Aim of the task ▸
Whenever a line contains the string "route", copy it out of the entries.

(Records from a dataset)
════════════════════

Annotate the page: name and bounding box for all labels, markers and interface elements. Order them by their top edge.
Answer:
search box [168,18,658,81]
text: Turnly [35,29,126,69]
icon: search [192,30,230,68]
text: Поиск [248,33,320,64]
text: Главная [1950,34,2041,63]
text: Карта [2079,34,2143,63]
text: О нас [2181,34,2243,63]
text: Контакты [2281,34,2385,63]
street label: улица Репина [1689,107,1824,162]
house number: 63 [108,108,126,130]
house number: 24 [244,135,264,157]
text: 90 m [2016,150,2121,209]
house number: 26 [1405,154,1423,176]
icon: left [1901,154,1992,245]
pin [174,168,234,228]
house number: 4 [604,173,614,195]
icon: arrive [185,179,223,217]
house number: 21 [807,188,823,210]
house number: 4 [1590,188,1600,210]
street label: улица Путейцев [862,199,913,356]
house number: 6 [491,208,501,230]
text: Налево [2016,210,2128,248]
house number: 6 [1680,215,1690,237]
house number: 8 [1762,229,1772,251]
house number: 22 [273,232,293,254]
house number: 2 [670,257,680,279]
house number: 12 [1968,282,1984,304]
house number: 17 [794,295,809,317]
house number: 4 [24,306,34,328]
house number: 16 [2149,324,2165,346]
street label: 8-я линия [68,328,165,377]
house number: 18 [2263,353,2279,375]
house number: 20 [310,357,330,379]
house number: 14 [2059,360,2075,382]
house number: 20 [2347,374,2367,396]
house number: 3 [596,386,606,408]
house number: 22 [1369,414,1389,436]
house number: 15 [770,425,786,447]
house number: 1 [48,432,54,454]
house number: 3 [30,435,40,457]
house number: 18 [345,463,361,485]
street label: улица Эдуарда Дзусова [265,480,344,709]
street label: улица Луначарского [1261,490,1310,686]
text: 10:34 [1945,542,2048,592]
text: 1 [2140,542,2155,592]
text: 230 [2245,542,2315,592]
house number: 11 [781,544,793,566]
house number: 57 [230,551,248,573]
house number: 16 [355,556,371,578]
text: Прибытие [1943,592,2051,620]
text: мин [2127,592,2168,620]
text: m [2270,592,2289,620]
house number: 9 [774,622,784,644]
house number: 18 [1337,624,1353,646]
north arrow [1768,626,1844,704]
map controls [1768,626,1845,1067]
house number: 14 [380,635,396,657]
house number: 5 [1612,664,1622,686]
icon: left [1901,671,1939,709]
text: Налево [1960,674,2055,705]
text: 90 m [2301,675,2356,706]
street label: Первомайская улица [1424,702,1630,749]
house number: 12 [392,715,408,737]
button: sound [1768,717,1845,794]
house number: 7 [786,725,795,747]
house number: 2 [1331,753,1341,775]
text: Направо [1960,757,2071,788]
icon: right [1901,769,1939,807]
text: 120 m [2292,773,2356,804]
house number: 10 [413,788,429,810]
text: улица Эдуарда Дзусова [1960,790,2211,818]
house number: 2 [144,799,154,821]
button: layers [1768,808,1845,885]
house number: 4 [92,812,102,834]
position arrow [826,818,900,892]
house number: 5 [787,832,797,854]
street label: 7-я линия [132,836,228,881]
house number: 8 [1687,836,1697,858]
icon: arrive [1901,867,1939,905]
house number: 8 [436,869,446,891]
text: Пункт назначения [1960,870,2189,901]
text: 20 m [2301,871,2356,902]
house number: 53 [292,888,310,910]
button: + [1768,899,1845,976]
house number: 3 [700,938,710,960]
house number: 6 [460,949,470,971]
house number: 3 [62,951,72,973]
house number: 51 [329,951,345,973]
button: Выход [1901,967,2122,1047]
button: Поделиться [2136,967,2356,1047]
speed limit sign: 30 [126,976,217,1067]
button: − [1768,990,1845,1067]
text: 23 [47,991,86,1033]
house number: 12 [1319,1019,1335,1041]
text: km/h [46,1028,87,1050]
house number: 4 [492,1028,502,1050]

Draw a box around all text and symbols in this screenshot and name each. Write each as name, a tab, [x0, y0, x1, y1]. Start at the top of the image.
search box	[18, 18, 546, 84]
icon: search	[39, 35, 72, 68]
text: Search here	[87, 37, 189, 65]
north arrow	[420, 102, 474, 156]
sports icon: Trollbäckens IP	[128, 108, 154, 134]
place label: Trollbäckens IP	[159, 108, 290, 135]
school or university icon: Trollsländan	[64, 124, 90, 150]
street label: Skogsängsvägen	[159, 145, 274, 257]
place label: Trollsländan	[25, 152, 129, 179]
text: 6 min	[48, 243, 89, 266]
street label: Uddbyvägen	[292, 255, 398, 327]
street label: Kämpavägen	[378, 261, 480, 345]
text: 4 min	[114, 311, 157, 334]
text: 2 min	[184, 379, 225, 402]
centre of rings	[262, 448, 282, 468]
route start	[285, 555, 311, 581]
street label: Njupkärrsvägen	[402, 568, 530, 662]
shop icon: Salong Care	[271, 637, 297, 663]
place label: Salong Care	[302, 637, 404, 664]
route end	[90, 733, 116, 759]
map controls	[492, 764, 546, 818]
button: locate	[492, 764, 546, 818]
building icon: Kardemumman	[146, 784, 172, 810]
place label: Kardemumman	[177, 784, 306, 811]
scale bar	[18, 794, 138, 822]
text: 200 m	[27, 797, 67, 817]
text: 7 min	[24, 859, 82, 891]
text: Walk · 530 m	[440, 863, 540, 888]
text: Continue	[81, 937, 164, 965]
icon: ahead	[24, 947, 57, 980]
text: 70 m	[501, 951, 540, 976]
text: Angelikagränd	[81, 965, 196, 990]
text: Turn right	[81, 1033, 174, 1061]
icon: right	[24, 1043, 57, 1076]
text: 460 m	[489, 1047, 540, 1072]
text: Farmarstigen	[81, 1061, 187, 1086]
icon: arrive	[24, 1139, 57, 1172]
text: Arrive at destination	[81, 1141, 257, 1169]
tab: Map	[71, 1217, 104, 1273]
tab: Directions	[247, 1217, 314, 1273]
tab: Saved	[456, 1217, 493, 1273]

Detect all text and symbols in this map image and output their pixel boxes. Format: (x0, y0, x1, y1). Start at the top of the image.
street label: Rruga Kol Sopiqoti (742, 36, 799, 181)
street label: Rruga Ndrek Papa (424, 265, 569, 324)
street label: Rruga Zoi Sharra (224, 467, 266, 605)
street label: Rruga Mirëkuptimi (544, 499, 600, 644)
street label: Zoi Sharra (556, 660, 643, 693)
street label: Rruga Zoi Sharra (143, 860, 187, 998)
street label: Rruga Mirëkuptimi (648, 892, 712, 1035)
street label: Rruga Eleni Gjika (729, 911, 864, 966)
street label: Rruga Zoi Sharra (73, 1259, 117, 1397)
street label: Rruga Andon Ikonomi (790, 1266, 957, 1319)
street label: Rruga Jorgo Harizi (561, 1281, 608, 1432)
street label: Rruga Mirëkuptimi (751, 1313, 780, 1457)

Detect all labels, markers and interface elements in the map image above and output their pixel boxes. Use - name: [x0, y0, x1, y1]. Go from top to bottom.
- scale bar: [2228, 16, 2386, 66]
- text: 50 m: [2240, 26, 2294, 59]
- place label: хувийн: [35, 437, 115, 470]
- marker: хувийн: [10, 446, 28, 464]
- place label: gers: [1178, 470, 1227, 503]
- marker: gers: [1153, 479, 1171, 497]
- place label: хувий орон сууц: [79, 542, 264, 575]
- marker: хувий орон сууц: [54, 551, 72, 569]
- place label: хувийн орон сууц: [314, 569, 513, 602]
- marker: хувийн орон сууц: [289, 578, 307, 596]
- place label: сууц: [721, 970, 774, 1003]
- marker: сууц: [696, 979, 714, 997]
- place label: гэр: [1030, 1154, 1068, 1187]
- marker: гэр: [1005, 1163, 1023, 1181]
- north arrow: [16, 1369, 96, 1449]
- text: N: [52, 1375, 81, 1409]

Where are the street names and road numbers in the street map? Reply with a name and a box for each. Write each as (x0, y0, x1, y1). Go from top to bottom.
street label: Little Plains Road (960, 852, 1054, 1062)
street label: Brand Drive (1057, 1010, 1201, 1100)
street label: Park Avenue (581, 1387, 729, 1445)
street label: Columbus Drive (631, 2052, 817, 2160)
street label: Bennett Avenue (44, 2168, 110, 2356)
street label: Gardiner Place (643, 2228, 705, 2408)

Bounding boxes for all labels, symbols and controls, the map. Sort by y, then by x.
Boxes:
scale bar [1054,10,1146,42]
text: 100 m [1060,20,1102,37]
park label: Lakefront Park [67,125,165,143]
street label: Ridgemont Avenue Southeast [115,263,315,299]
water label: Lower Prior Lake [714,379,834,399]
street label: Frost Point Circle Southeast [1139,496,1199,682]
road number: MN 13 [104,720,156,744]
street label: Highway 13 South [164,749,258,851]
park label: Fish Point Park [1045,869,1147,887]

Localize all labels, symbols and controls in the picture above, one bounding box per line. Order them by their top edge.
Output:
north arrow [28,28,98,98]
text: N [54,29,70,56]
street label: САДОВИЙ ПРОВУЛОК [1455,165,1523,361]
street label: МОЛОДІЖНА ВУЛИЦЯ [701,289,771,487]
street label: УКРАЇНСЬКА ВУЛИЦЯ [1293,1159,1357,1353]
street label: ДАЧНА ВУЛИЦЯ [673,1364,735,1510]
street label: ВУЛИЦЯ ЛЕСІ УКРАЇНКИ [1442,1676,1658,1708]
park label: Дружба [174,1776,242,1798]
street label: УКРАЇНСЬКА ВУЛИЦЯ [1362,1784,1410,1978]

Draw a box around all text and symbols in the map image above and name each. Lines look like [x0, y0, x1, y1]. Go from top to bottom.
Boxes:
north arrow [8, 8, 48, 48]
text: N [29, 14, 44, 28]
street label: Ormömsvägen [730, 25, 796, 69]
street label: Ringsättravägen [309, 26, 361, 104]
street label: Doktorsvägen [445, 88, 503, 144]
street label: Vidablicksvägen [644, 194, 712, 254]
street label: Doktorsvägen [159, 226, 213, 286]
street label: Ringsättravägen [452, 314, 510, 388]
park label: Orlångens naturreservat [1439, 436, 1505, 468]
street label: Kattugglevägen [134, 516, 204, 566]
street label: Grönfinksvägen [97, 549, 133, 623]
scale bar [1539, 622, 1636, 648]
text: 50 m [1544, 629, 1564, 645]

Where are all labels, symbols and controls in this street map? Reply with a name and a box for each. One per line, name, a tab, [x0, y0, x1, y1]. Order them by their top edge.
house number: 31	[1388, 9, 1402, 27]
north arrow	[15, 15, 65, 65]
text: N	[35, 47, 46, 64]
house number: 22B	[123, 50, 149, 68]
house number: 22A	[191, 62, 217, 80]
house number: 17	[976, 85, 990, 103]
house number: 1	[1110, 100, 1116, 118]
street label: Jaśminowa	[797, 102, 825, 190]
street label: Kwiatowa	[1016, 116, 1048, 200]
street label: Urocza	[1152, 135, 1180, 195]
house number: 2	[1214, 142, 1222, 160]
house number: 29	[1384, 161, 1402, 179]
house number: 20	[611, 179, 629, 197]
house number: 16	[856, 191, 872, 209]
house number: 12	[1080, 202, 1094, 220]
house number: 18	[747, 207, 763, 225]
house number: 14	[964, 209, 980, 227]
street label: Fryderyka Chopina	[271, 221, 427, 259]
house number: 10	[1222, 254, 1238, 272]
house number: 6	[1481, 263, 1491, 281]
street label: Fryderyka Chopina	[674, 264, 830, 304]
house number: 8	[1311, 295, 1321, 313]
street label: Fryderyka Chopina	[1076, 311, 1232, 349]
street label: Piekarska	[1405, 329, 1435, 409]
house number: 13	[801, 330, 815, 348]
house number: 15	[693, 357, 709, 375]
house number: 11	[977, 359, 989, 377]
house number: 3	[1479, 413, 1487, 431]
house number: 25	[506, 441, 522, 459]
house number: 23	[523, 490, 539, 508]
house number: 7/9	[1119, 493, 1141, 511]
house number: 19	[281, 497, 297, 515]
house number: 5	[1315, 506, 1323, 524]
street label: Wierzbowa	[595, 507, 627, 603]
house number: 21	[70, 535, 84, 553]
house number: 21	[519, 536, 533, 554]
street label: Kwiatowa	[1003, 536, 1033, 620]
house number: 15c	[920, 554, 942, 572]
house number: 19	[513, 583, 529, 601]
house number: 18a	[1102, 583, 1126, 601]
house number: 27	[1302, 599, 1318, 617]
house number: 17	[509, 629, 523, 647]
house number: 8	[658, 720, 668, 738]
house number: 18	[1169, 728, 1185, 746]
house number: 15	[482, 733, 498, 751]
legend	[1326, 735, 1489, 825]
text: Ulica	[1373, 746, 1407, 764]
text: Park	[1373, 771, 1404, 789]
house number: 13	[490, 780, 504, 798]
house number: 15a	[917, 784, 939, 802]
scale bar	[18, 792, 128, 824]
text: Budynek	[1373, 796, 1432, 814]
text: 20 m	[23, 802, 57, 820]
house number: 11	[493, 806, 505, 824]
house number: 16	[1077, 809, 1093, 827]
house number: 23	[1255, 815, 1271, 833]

════════════════════

Task output ▸
route start	[285, 555, 311, 581]
route end	[90, 733, 116, 759]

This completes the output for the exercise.